Final Negative Determination of Critical Circumstances

In accordance with section 703(e) of the Act, the Department preliminarily found that critical circumstances existed with respect to JDIL and the non-individually examined companies receiving the “All-Others” rate in this investigation and did not exist with respect to the respondents Canfor, Resolute, Tolko, and West Fraser. The Department received comments concerning the preliminary affirmative determination of critical circumstances. For the final determination, the Department finds that, in accordance with 705(a)(2) of the Act, critical circumstances do not exist for all individually-examined respondents and the non-individually examined companies receiving the “All-Others” rate in this investigation. A discussion of the determination can be found in the Issues and Decision Memorandum.

Suspension of Liquidation

As a result of our Preliminary Determination, and pursuant to sections 703(d)(1)(B) and (2) of the Act, we instructed U.S. Customs and Border Protection (CBP) to suspend liquidation of all entries of merchandise under consideration from Canada that were entered or withdrawn from warehouse, for consumption, on or after April 28, 2017, the date of publication of the Preliminary Determination in the Federal Register.
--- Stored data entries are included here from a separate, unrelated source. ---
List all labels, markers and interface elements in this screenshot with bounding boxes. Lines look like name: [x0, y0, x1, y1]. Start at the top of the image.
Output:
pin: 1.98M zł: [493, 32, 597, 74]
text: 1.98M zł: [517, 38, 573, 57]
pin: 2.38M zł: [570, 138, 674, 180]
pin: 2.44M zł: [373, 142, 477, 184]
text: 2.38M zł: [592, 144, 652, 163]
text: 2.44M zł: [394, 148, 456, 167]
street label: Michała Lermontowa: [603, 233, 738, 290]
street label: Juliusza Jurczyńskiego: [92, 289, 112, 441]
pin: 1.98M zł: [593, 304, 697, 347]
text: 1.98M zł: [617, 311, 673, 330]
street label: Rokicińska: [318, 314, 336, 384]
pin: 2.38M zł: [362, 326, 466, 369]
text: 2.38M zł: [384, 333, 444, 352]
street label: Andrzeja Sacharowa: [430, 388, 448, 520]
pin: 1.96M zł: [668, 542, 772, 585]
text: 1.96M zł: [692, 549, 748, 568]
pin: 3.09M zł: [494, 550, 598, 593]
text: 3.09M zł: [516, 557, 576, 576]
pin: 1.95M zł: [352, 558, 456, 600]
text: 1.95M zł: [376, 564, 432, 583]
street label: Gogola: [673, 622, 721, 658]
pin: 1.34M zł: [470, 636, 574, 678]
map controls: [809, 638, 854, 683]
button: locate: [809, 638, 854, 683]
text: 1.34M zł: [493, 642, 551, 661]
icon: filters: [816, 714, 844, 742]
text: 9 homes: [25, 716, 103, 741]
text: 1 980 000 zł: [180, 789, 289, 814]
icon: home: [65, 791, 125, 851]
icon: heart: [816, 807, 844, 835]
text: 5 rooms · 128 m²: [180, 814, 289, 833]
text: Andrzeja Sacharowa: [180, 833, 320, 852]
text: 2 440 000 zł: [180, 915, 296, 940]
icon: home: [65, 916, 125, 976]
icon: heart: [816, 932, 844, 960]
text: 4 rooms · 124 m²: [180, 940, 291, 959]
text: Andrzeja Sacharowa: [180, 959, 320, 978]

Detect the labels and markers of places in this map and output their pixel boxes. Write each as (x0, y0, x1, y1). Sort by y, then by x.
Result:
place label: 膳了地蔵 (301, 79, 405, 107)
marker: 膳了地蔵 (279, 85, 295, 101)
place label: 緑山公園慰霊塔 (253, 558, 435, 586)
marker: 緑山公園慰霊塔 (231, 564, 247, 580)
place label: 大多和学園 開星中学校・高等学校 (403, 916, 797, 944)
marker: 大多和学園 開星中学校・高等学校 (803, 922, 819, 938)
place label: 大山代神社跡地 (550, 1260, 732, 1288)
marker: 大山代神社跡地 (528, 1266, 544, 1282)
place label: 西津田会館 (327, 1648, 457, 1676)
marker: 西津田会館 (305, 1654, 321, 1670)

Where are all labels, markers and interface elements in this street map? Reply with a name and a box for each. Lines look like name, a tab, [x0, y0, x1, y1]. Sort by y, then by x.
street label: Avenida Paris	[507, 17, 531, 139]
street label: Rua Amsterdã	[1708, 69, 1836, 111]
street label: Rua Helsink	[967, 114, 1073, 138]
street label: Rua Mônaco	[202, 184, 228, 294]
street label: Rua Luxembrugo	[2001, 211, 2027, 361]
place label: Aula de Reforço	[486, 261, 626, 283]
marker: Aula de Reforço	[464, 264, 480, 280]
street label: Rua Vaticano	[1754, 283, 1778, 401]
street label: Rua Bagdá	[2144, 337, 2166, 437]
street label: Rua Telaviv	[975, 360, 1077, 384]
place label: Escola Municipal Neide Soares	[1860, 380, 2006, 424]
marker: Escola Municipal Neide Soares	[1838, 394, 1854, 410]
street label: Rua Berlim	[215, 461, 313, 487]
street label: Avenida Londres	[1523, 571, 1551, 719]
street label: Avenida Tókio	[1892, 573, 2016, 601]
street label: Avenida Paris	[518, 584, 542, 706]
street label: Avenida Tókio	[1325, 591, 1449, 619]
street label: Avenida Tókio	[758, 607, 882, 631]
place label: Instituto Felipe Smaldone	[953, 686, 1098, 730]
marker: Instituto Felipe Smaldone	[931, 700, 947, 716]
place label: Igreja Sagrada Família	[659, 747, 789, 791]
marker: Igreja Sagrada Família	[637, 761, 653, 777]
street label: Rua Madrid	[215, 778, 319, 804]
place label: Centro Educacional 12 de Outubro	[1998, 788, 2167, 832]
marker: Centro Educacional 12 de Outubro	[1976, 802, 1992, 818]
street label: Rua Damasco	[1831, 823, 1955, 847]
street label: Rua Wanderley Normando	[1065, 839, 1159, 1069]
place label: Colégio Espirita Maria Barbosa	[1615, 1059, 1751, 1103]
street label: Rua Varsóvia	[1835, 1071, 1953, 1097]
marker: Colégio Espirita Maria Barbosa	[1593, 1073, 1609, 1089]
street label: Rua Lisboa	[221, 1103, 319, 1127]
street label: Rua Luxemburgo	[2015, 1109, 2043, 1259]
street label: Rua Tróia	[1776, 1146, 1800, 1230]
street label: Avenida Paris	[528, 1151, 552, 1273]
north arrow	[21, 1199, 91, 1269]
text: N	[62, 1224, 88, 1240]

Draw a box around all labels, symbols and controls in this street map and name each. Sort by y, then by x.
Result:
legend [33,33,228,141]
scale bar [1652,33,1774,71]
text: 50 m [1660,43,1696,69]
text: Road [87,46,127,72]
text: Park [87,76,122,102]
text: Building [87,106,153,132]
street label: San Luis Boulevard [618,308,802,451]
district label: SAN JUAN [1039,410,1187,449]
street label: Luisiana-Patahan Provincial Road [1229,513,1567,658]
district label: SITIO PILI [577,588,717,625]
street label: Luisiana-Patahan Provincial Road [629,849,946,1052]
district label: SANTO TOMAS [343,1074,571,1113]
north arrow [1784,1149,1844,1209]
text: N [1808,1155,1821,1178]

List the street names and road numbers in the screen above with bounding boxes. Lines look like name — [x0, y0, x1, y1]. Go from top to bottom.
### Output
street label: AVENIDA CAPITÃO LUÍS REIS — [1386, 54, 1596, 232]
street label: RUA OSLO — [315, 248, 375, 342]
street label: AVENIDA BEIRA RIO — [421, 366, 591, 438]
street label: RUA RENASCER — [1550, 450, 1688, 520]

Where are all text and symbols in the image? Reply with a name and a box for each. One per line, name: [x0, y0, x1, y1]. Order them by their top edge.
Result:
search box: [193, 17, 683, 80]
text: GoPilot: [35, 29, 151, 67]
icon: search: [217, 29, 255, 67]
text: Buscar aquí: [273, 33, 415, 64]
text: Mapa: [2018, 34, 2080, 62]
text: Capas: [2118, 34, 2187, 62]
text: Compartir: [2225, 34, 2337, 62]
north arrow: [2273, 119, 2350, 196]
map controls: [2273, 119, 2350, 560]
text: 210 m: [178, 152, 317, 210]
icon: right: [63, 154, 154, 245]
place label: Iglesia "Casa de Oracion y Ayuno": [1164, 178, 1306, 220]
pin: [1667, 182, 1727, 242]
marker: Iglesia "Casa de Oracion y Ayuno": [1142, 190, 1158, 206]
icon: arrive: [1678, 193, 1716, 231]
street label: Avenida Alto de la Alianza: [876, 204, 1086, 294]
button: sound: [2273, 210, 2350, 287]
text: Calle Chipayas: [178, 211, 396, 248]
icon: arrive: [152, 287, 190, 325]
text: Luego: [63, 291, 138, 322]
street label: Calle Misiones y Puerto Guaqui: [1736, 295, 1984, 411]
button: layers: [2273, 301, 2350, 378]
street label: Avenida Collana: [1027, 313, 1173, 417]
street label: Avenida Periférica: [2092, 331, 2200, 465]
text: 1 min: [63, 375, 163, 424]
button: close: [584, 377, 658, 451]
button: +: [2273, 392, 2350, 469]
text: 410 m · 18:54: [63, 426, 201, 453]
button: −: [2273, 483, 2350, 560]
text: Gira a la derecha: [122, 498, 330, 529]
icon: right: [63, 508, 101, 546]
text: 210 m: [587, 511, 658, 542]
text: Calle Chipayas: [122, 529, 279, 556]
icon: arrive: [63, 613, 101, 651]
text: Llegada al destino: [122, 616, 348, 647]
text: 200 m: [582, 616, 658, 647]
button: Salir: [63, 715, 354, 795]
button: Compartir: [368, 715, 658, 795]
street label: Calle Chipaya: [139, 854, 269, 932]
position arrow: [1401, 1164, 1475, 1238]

We preliminarily determined that critical circumstances existed with respect to entries of softwood lumber from Canada made by JDIL and the non-individually examined companies receiving the “All-Others” rate in this investigation. As a result, we instructed CBP to suspend liquidation of entries that were entered, or withdrawn from warehouse, for consumption on or after January 28, 2017, which is 90 days before the date of the publication of the Preliminary Determination in the Federal Register. At that time, we instructed CBP to collect cash deposits of estimated countervailing duties for such entries at the rates determined in the Preliminary Determination.

In accordance with section 703(d) of the Act, we later issued instructions to CBP to discontinue the suspension of liquidation for CVD purposes for subject merchandise entered, or withdrawn from warehouse, on or after August 26, 2017, but to continue the suspension of liquidation of all entries between January 28, 2017 (for JDIL and all-others) or April 28, 2017 (for the other individually examined respondents), and August 25, 2017, as appropriate.

Because we find critical circumstances do not exist for JDIL and the non-individually examined companies receiving the “All-Others” rate in this investigation, we will direct CBP to terminate the retroactive suspension of liquidation ordered at the Preliminary Determination and release any cash deposits that were required prior to April 28, 2017, consistent with section 705(c)(3) of the Act.

If the International Trade Commission (ITC) makes a final determination that material injury or threat of material injury does not exist, the proceeding will be terminated and all securities posted will be refunded or canceled. If the ITC issues a final affirmative injury determination, we will issue a CVD order, reinstate the suspension of liquidation under section 706(a) of the Act, and require a cash deposit of estimated CVDs for such entries of subject merchandise in the amounts indicated above.

Exclusion of Certain Softwood Lumber Products Certified by the Atlantic Lumber Board (ALB)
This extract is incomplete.